Kevin and Amy wed on a Hollywood soundstage in 2012, and she can be seen with Rahm on the red carpet during the award season. It was because of her career they moved from Los Angeles to Sacramento, which, he says, has a great theater district. "I really miss doing theater a lot, but it would be hard to fit it in right now," he said. "It's been almost eight years since I acted in the South Coast Rep Theatre."
One would think having a surgeon in the family would come in handy when there's a child in the house, but Rahm soon realized that isn't the case. "Our daughter fell and hit the coffee table and busted her lip, and Amy just lost it. Well, if she's that upset, I felt something must really be wrong. We ran over to a neighbor who was a doctor, then went to the ER. Hunter needed stitches, but it wasn't as bad as either of us thought."
In his early acting career, Rahm was often mistaken for actor James Spader, who is several years older.
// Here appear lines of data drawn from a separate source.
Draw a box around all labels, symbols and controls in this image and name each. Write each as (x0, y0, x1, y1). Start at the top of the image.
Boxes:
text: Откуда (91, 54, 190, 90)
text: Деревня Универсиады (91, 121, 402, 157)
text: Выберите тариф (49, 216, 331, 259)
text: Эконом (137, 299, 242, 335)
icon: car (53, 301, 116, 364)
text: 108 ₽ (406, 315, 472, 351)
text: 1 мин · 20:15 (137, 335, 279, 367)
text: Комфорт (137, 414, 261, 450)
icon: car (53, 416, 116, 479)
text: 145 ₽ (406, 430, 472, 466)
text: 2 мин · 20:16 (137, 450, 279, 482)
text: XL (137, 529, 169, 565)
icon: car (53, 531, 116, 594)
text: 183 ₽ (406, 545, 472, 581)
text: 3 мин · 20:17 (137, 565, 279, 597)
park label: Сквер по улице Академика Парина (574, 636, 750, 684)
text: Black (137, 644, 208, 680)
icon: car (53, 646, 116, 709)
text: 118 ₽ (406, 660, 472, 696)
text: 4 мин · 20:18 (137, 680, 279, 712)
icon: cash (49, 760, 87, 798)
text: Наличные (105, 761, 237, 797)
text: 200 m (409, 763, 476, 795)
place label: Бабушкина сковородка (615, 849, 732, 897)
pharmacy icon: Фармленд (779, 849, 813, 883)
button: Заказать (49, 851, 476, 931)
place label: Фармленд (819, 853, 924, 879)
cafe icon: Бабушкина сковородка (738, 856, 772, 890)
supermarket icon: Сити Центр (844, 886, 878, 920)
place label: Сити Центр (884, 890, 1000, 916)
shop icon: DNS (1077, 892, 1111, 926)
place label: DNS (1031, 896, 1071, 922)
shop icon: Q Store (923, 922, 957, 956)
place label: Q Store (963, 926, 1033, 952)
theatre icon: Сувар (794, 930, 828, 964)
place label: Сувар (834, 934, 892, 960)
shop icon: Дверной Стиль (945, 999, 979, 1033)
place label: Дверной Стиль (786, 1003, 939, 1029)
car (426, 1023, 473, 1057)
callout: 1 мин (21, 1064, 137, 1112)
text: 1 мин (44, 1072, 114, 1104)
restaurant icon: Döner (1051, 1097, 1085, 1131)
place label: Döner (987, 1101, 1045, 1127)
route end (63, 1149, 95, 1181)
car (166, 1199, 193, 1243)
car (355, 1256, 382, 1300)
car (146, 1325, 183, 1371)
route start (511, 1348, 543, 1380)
"I don't get that much anymore since he's aged and lost some hair," Rahm said. However, there was a time when it was hard for him to convince some fans otherwise. "I was attending a movie premier—walking in on the red carpet—and a lady behind the rope kept calling me to sign an autograph, but she thought I was James Spader. I kept telling her I wasn't, but she wouldn't give up; so I signed his name to make her happy."
While Rahm hasn't made it back home in a few years, his little brother, Tim Marrs. still lives in the area; and sister Kelly Gruel lives in Georgia. "Tim is four years younger, and Kelly is eight years younger than me," he said, "so we were really spaced wide apart growing up."
For now, when he's not working, he enjoys time spent with his wife and daughter, and hopes to bring his Harley-Davidson out of storage in LA to Sacramento soon. Between acting jobs, he'll continue to cook and play daddy and hope for more acting work.
So far, Kevin has been given the green light on the next season of "Lethal Weapon," and more episodes of "Madame Secretary." That's enough to give him steady work, and that's all he really wants.